▸ Raw data
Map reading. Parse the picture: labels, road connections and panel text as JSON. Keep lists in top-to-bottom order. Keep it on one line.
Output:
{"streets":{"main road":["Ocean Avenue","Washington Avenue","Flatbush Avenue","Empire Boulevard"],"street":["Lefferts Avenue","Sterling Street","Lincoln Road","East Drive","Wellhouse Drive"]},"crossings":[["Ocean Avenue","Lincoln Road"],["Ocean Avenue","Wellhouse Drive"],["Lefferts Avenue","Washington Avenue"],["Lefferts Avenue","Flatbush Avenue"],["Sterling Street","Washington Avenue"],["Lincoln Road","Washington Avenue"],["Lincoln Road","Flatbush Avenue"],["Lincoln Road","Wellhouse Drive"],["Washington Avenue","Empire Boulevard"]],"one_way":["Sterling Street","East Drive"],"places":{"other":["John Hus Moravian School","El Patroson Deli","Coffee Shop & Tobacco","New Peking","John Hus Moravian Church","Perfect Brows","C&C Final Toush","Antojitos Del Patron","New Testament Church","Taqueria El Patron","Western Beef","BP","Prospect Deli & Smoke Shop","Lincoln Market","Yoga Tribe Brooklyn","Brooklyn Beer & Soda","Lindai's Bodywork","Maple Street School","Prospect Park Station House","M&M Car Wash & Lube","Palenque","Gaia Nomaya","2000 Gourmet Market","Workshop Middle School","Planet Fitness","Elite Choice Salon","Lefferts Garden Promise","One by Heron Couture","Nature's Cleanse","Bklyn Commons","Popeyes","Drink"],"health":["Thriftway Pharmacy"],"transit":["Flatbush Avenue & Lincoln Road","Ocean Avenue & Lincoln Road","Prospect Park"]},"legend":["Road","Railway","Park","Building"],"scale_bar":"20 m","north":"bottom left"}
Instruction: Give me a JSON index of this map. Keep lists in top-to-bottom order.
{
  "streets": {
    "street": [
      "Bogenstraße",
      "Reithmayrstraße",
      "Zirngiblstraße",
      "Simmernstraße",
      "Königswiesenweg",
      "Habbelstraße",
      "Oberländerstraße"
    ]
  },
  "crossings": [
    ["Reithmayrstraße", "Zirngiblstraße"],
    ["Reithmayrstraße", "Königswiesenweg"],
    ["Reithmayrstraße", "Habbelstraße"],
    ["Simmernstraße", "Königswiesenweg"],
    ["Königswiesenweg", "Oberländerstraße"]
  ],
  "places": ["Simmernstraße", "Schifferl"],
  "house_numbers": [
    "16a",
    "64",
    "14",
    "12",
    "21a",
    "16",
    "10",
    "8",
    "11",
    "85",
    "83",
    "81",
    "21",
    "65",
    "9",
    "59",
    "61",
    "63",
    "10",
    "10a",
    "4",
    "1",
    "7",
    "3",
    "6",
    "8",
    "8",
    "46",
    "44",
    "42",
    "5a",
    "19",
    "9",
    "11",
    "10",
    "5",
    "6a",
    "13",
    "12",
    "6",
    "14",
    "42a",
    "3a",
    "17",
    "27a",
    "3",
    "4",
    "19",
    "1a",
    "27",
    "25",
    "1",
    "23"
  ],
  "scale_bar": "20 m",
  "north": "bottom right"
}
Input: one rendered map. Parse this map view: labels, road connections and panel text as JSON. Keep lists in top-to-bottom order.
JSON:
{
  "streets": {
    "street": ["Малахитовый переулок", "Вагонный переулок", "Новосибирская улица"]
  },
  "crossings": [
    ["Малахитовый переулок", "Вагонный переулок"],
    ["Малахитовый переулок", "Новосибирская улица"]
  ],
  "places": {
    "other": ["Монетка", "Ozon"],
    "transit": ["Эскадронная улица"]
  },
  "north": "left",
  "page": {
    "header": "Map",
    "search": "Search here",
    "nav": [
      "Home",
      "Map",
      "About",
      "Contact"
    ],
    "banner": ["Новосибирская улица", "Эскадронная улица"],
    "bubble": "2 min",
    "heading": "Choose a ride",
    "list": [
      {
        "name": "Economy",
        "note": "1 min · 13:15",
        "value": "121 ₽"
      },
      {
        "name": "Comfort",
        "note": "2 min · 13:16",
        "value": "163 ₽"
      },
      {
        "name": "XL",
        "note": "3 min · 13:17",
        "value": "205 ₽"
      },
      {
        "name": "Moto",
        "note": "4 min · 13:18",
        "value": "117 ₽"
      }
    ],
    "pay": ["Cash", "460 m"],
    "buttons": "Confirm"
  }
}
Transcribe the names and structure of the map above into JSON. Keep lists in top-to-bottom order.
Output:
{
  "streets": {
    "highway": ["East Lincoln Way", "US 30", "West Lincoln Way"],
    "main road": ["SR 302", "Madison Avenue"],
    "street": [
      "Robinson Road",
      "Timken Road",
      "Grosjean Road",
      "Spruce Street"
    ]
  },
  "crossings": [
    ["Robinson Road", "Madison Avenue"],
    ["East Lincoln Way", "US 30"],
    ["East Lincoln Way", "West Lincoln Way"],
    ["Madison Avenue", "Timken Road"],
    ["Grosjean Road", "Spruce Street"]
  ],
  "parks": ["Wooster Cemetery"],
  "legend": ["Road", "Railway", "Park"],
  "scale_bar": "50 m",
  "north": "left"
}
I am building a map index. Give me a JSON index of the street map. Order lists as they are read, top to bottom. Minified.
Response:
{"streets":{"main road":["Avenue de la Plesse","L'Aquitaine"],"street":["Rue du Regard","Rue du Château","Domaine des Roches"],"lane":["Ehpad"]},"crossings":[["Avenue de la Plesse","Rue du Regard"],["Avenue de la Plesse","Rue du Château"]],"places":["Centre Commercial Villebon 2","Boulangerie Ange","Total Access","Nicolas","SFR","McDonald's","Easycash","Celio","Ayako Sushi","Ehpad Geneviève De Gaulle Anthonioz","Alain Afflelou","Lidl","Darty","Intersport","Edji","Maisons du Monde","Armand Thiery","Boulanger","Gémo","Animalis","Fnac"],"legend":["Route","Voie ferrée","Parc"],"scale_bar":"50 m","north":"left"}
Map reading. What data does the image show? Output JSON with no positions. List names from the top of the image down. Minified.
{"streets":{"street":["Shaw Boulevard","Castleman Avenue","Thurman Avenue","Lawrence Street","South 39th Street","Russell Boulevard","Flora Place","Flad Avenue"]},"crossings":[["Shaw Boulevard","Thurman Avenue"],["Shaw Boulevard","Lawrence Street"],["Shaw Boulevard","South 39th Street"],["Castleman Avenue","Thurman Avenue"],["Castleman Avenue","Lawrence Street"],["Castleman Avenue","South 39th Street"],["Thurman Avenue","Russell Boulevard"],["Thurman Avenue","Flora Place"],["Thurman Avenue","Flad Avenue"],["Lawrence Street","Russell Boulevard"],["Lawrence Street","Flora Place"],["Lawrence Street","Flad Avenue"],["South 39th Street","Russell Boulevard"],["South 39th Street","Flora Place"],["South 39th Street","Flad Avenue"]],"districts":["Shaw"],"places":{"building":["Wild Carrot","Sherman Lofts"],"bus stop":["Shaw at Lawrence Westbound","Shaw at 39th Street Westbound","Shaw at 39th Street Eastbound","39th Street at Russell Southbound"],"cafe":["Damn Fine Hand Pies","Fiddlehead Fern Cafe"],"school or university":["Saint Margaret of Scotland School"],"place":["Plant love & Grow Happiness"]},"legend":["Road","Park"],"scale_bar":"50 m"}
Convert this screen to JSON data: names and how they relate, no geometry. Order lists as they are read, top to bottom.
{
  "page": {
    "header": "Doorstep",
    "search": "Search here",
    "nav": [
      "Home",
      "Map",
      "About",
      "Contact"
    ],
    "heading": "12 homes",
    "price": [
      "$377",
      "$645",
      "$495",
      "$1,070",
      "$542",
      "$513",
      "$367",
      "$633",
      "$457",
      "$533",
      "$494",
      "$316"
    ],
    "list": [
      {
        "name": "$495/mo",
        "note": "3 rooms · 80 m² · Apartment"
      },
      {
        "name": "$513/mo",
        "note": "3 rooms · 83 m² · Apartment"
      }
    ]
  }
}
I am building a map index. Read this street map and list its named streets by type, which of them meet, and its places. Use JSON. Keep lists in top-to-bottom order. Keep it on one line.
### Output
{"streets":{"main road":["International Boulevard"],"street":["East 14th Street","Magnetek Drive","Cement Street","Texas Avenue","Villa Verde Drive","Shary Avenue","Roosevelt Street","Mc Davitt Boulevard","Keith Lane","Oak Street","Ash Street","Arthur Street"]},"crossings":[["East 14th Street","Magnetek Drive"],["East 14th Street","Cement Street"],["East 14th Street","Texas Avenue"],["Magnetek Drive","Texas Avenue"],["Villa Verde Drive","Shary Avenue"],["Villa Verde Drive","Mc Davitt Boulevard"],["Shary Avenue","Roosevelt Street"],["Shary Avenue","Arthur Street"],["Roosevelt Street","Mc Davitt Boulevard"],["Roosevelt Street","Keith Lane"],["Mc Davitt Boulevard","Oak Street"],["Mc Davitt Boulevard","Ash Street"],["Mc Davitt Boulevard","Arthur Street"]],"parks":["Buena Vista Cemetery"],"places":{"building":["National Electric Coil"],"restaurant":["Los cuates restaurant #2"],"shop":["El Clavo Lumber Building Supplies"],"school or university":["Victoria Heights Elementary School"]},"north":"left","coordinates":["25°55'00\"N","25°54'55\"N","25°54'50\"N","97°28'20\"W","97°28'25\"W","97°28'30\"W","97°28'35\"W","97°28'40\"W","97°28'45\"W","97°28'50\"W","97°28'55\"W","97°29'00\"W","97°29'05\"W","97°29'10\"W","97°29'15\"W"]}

▸ Prompt
Out of the listing above, reproduce exactly the lines from the one with "Convert this screen" up to and including the one with "I am building a map index. Read".

▸ Expected answer
Convert this screen to JSON data: names and how they relate, no geometry. Order lists as they are read, top to bottom.
{
  "page": {
    "header": "Doorstep",
    "search": "Search here",
    "nav": [
      "Home",
      "Map",
      "About",
      "Contact"
    ],
    "heading": "12 homes",
    "price": [
      "$377",
      "$645",
      "$495",
      "$1,070",
      "$542",
      "$513",
      "$367",
      "$633",
      "$457",
      "$533",
      "$494",
      "$316"
    ],
    "list": [
      {
        "name": "$495/mo",
        "note": "3 rooms · 80 m² · Apartment"
      },
      {
        "name": "$513/mo",
        "note": "3 rooms · 83 m² · Apartment"
      }
    ]
  }
}
I am building a map index. Read this street map and list its named streets by type, which of them meet, and its places. Use JSON. Keep lists in top-to-bottom order. Keep it on one line.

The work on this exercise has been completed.